The member countries of the Central African Forestry Commission (Comifac) wish to join together in a "Task Force Finance". A financial action group whose purpose is to mobilise funds for the effective management of biodiversity in the Congo Basin. Despite its rich ecological potential, the world's second-largest tropical forest remains the poor relation of funding for sustainable forest management in the world.
An analysis of financial flows to forests between 2008 and 2017 shows that the Congo Basin accounted for 11.5 per cent of international financing, far behind South-East Asia and the Amazon, which received 54.5 per cent and 34 per cent respectively. These studies conducted by the Central African Forestry Commission (Comifac) show that the 251 million hectares of Central African forests, which constitute the second-largest tropical forest in the world, receive very little international funding.
For countries sharing the world’s second “green lung”, there is a need to set up a “Finance Task Force”, i.e. a financial action group, with the aim of mobilising funds for the effective management of biodiversity in the Congo Basin. This was the main focus of a workshop held on the 18th of November 2019 in Douala, Cameroon. Comifac’s experts and focal points have been trained in the mobilisation of international funds to be more effective in the field. The projects mentioned by Comifac include sustainable forest management, the fight against poaching and the improvement of the living conditions of local populations.
Congo Basin struggles to raise funds
During the Douala training workshop, Benjamin Singer, representative of the United Nations Forum on Forests, recalled that there is a lot of funding available for Central Africa at the international level. However, access to this funding is subject to several criteria that are not always met by the countries of the region.

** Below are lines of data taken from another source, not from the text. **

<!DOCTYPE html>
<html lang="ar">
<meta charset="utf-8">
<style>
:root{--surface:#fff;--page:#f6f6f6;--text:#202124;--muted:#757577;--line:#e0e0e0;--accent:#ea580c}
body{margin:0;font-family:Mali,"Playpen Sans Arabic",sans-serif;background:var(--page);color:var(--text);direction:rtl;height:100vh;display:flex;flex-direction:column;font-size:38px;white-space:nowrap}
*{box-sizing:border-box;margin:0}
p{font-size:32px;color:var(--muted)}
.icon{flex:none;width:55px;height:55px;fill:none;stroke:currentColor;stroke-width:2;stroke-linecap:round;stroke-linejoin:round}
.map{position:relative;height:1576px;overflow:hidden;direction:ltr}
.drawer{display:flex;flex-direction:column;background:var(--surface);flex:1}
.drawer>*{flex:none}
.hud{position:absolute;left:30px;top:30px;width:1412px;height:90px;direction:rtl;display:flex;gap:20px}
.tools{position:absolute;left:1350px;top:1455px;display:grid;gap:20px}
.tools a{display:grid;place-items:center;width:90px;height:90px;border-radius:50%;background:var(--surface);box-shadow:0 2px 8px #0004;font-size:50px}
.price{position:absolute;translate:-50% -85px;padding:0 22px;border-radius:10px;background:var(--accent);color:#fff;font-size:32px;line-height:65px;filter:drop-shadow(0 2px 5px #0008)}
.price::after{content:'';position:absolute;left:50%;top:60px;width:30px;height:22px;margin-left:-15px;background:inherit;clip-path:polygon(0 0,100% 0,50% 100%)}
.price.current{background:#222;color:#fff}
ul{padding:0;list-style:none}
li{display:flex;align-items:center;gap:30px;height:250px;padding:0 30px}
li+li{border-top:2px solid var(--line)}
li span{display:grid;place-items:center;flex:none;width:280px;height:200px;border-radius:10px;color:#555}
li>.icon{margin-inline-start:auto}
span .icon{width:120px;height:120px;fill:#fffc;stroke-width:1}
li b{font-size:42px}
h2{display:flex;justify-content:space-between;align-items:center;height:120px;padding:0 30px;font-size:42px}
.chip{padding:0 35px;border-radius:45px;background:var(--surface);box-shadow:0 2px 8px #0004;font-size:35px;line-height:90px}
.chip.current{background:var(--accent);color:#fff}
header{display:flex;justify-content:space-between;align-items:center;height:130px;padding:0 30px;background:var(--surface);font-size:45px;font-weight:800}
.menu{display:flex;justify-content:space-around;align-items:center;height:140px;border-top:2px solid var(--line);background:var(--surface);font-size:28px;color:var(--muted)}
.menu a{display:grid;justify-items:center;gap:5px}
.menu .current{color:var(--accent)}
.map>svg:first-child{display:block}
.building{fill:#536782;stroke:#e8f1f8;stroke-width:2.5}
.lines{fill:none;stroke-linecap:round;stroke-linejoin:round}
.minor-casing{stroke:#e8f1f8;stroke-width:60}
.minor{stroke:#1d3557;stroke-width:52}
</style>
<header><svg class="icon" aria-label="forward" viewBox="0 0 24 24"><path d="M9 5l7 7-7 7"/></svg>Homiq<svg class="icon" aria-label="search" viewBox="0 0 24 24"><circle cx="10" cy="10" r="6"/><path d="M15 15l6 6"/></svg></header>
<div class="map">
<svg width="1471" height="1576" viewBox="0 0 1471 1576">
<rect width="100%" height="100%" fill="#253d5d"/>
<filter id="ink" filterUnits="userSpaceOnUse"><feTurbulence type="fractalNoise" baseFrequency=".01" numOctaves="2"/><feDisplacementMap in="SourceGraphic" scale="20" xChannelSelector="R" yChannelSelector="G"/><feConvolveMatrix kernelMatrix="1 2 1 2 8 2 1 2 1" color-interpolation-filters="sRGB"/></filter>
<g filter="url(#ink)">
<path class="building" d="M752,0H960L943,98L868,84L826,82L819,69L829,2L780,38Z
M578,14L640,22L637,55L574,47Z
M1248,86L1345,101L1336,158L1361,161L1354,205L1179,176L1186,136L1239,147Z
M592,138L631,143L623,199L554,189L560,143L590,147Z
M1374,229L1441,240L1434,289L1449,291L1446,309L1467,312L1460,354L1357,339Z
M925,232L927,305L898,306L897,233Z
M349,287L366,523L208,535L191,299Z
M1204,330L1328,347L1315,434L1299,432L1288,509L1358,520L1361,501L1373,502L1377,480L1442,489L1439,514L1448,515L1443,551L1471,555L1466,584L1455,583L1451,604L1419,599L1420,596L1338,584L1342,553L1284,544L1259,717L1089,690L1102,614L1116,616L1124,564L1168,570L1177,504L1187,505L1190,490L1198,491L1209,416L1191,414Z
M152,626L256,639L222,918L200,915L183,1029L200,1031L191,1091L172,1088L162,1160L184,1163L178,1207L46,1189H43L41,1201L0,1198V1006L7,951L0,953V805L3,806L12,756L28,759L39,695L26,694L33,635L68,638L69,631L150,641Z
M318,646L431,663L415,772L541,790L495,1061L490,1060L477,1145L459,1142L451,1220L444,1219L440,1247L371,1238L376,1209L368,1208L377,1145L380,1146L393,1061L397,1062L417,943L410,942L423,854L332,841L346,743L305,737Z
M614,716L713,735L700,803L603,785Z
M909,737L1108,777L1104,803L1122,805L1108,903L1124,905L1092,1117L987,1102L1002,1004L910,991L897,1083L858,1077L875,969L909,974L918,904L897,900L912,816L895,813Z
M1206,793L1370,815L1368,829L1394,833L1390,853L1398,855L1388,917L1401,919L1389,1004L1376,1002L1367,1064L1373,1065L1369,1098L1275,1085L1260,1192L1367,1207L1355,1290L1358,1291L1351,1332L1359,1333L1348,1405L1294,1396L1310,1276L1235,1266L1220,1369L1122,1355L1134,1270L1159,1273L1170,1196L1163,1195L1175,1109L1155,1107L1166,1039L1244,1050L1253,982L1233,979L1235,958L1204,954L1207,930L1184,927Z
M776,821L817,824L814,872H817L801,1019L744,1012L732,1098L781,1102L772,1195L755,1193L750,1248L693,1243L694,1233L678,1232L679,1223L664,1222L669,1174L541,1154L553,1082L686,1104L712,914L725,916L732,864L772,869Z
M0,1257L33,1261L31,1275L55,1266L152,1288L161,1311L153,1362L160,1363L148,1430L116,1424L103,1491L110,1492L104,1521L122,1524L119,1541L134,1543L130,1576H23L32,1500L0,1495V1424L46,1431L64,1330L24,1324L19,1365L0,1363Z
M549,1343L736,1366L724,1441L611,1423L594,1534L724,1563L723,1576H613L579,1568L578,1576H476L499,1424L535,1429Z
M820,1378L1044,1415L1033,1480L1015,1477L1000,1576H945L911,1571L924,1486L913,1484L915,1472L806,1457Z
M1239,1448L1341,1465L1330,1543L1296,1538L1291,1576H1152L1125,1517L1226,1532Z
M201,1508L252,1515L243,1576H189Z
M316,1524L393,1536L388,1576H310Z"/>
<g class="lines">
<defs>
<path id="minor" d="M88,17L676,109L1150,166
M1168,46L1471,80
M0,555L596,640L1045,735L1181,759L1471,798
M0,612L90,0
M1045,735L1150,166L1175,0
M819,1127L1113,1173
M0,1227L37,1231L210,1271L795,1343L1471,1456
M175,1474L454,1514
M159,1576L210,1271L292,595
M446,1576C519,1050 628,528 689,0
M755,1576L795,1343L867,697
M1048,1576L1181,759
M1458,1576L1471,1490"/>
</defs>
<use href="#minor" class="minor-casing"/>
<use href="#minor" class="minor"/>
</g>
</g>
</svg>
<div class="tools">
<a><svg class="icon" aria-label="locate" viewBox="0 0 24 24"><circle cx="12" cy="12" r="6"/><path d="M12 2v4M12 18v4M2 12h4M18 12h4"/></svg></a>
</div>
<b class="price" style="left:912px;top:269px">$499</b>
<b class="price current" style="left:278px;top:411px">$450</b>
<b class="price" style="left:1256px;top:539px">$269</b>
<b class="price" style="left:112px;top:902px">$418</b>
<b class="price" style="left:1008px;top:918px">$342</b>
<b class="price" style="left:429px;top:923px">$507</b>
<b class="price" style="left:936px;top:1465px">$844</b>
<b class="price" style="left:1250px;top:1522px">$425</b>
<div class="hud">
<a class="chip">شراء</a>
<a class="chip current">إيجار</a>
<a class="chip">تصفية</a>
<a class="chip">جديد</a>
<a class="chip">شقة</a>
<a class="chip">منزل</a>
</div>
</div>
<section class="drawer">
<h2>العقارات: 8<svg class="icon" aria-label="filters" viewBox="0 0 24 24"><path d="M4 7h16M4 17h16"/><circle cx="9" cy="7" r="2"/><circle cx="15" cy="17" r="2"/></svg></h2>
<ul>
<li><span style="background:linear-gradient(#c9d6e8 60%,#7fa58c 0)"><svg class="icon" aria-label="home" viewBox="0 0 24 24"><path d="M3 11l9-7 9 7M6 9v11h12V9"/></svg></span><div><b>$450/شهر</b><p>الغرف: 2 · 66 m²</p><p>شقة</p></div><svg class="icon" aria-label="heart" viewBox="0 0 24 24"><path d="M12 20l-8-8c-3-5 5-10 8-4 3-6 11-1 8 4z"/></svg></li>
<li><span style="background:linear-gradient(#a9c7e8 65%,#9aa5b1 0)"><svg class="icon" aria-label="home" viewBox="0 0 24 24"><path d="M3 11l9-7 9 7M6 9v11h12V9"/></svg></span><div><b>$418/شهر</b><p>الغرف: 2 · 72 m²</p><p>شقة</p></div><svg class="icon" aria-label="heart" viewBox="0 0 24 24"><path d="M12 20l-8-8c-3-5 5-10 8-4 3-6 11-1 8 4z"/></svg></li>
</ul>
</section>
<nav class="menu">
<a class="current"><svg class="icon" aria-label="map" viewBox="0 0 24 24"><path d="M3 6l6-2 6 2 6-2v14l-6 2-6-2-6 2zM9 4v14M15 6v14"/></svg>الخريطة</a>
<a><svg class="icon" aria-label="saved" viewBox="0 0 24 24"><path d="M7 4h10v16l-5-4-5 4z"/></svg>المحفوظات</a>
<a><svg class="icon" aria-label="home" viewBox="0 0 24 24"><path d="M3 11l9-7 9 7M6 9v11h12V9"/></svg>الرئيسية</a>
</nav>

These include, among others, the ability to incur debt, a risk profile, significant creditors and stronger diplomatic relations with donor countries. These elements could be some of the reasons why South-East Asia and the Amazon region are more attractive for international funding.
Central African countries should also improve the management of issues such as land tenure and legal security in order to attract new investment.
It should be recalled that the financing of measures to preserve forest biodiversity is all the more important as these forests contribute to most of the Sustainable Development Goals (SDGs). Forests provide social, economic and environmental services that contribute to the improvement of sustainable livelihoods: food and nutrition security, income and employment generation, and the fight against climate change.